13th Annual Conference of the International Speech Communication Association

Portland, OR, USA
September 9-13, 2012

A Non-Uniform Filterbank for Speaker Recognition

Jia Min Karen Kua (1,2), Tharmarajah Thiruvaran (1), Eliathamby Ambikairajah (1,2)

(1) School of Electrical Engineering and Telecommunications, The University of New South Wales, Sydney, NSW, Australia
(2) ATP Research Laboratory, National ICT Australia (NICTA), Eveleigh, NSW, Australia

It is known that speaker-specific information is distributed non-uniformly in the frequency domain. Current speaker recognition systems utilize auditory-motivated scales for extracting acoustic features. These scales, however, are not optimised to exploit the spectral distribution of speaker-specific information and hence may not be the optimal choice for speaker recognition. In this paper, we studied the distribution of speaker-specific information in Spectral Centroid Frequency feature, and a non-uniform filter bank is proposed to capture the speaker-specific information effectively. We used F-ratio and Kullback-Leibler (KL) distance to measure distribution of speaker-specific information and we empirically showed that KL distance is better than F-ratio in measuring discriminative ability.

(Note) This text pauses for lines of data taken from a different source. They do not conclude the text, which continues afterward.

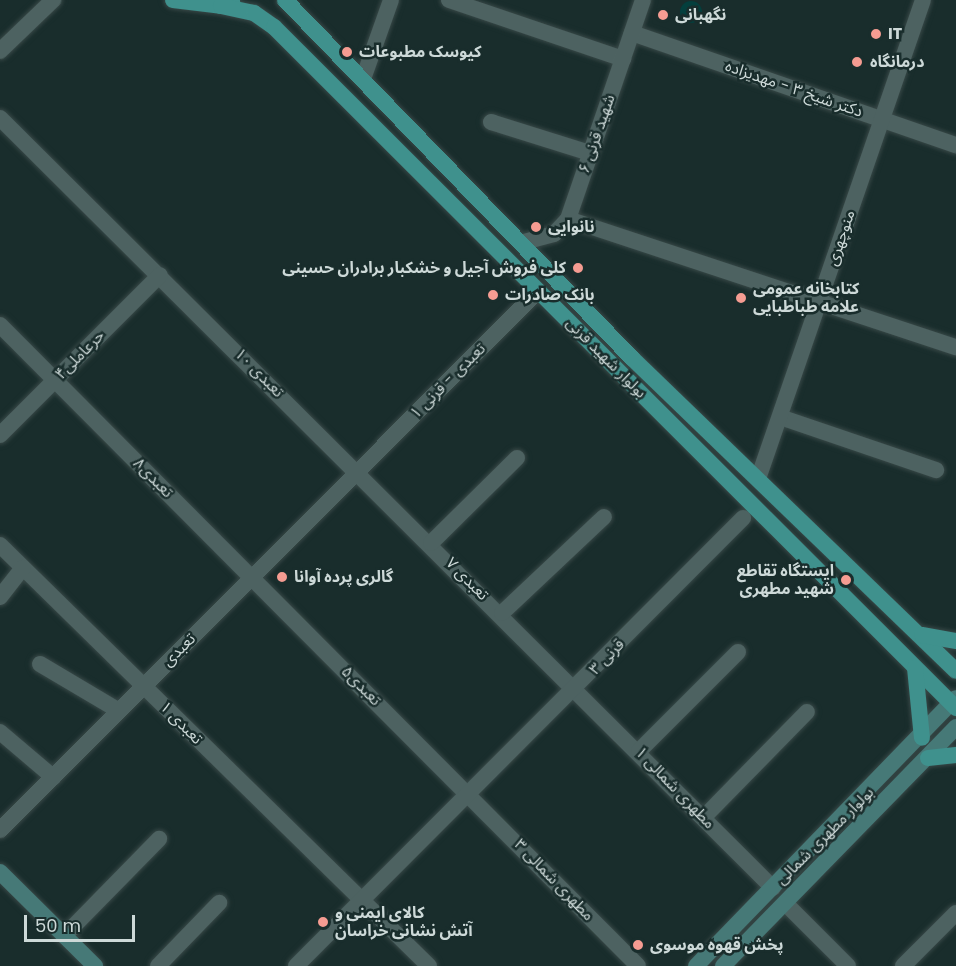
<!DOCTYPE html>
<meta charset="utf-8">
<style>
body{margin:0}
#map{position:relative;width:956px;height:966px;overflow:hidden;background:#192d2c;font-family:Poppins,"Noto Sans Arabic",sans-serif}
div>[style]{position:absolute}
.green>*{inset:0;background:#043f3d}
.round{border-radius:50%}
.roads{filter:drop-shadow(0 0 2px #384847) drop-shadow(0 0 2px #384847)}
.minor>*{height:16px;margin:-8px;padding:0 8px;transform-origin:8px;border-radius:8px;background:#4d6261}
.tertiary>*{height:16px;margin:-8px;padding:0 8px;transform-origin:8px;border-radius:8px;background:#4d6261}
.secondary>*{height:16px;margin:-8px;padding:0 8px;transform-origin:8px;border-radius:8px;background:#467977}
.primary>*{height:16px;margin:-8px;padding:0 8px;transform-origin:8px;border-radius:8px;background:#3f918d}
.dots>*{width:16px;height:16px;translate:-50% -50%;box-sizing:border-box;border:3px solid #192d2c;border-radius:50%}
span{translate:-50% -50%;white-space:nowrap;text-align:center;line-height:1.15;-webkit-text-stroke:5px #192d2c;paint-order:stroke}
.poi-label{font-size:16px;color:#cdd9d8;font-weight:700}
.left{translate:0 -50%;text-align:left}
.right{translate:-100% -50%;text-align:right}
.street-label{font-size:16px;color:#cdd9d8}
.scale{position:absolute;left:24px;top:915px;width:111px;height:27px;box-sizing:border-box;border:3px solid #cdd9d8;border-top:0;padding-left:8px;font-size:18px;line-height:21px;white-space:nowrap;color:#cdd9d8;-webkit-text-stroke:4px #192d2c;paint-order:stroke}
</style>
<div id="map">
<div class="green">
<div class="round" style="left:680px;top:1px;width:22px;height:22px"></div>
</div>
<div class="roads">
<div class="minor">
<div style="left:449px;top:0;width:184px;rotate:18.7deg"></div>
<div style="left:632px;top:33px;width:343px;rotate:19.1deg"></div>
<div style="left:363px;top:79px;width:84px;rotate:-70.5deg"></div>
<div style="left:0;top:118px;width:1091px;rotate:44.89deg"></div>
<div style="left:491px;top:122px;width:104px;rotate:17.4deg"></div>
<div style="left:568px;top:219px;width:409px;rotate:18.3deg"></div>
<div style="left:0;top:325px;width:904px;rotate:45.13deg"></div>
<div style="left:780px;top:417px;width:165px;rotate:18.8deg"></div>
<div style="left:0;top:435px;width:226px;rotate:-45deg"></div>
<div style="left:759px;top:476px;width:503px;rotate:-70.99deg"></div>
<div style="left:431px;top:543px;width:121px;rotate:-44.7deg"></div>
<div style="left:0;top:545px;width:601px;rotate:44.46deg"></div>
<div style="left:0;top:597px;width:37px;rotate:-52deg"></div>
<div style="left:502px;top:613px;width:140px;rotate:-43.3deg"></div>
<div style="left:40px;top:664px;width:92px;rotate:30.7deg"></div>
<div style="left:0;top:732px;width:70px;rotate:40.3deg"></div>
<div style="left:639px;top:751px;width:140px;rotate:-45deg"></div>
<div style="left:704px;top:817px;width:147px;rotate:-45.6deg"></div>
<div style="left:785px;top:903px;width:89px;rotate:45deg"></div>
<div style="left:64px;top:936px;width:136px;rotate:-45.6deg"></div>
<div style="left:158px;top:966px;width:88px;rotate:-45.9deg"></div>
<div style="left:296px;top:966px;width:633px;rotate:-45.06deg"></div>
<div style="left:903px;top:966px;width:75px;rotate:-45deg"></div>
</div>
<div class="tertiary">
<div style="left:0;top:51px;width:74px;rotate:-43.9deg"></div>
<div style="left:524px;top:242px;width:31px;rotate:-15deg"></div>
<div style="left:554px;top:234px;width:21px;rotate:-47deg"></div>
<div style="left:568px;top:219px;width:231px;rotate:-71.1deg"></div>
<div style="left:0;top:830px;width:762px;rotate:-45.05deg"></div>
</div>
<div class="secondary">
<div style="left:0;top:872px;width:134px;rotate:44.7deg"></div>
<div style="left:696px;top:966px;width:373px;rotate:-45.9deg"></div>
<div style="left:723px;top:966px;width:334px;rotate:-45.7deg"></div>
</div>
<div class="primary">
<div style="left:173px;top:0;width:48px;rotate:7.1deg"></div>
<div style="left:221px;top:6px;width:12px;rotate:-20deg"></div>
<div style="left:285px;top:0;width:499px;rotate:45.9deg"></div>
<div style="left:632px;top:358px;width:450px;rotate:44deg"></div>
<div style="left:221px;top:6px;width:34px;rotate:12deg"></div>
<div style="left:254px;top:13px;width:24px;rotate:35deg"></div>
<div style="left:274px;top:27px;width:964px;rotate:44.96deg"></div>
<div style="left:922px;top:635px;width:35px;rotate:10deg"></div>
<div style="left:915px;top:668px;width:70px;rotate:84.3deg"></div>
<div style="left:928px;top:758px;width:28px;rotate:-6deg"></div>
</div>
</div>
<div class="dots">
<div style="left:663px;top:15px;background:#f59c92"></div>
<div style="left:876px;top:34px;background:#f59c92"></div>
<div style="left:347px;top:52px;background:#f59c92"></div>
<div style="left:857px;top:62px;background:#f59c92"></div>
<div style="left:536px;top:227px;background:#f59c92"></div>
<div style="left:578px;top:268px;background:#f59c92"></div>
<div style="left:493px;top:295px;background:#f59c92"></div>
<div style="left:741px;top:298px;background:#f59c92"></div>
<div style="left:282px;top:577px;background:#f59c92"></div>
<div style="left:846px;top:580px;background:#f59c92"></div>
<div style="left:323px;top:922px;background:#f59c92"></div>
<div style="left:638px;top:945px;background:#f59c92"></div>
</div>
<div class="poi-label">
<span class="left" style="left:675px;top:15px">نگهبانی</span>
<span class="left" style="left:888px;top:34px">IT</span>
<span class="left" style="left:359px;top:52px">کیوسک مطبوعات</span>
<span class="left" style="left:870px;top:62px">درمانگاه</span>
<span class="left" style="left:548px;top:227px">نانوایی</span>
<span class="right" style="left:566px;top:268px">کلی فروش آجیل و خشکبار برادران حسینی</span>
<span class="left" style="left:753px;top:298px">کتابخانه عمومی<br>علامه طباطبایی</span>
<span class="left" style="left:505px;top:295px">بانک صادرات</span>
<span class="right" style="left:834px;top:580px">ایستگاه تقاطع<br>شهید مطهری</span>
<span class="left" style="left:294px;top:577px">گالری پرده آوانا</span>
<span class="left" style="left:335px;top:922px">کالای ایمنی و<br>آتش نشانی خراسان</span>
<span class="left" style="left:650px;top:945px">پخش قهوه موسوی</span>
</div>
<div class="street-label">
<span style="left:794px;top:89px;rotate:19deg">دکتر شیخ ۳ - مهدیزاده</span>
<span style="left:597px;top:134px;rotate:-71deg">شهید قرنی ۶</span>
<span style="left:841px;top:238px;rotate:-71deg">منوچهری</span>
<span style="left:80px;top:355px;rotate:-45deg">حرعاملی۴</span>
<span style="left:606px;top:358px;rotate:45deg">بولوار شهید قرنی</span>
<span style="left:259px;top:373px;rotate:45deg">تعبدی ۱۰</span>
<span style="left:448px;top:381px;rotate:-45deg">تعبدی - قرنی ۱</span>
<span style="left:153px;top:478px;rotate:45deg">تعبدی۸</span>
<span style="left:467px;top:579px;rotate:45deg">تعبدی ۷</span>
<span style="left:179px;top:650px;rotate:-45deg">تعبدی</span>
<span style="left:607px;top:657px;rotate:-46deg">قرنی ۳</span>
<span style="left:361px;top:686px;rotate:45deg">تعبدی۵</span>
<span style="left:181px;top:723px;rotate:45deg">تعبدی ۱</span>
<span style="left:675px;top:788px;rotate:46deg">مطهری شمالی ۱</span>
<span style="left:825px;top:836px;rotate:-45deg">بولوار مطهری شمالی</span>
<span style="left:554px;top:880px;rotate:46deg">مطهری شمالی ۳</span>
</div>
<div class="scale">50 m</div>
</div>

The proposed filterbank emphasises the high KL distance regions by allocating more filters in those regions. Experimental results showed a relative EER reduction of 8.8% over the Mel-scale filterbank on NIST2006 SRE database.

Index Terms: speaker recognition, F-ratio, Kullback-Leibler distance, Spectral centroid frequency

Full Paper

Bibliographic reference.  Kua, Jia Min Karen / Thiruvaran, Tharmarajah / Ambikairajah, Eliathamby (2012): "A non-uniform filterbank for speaker recognition", In INTERSPEECH-2012, 2274-2277.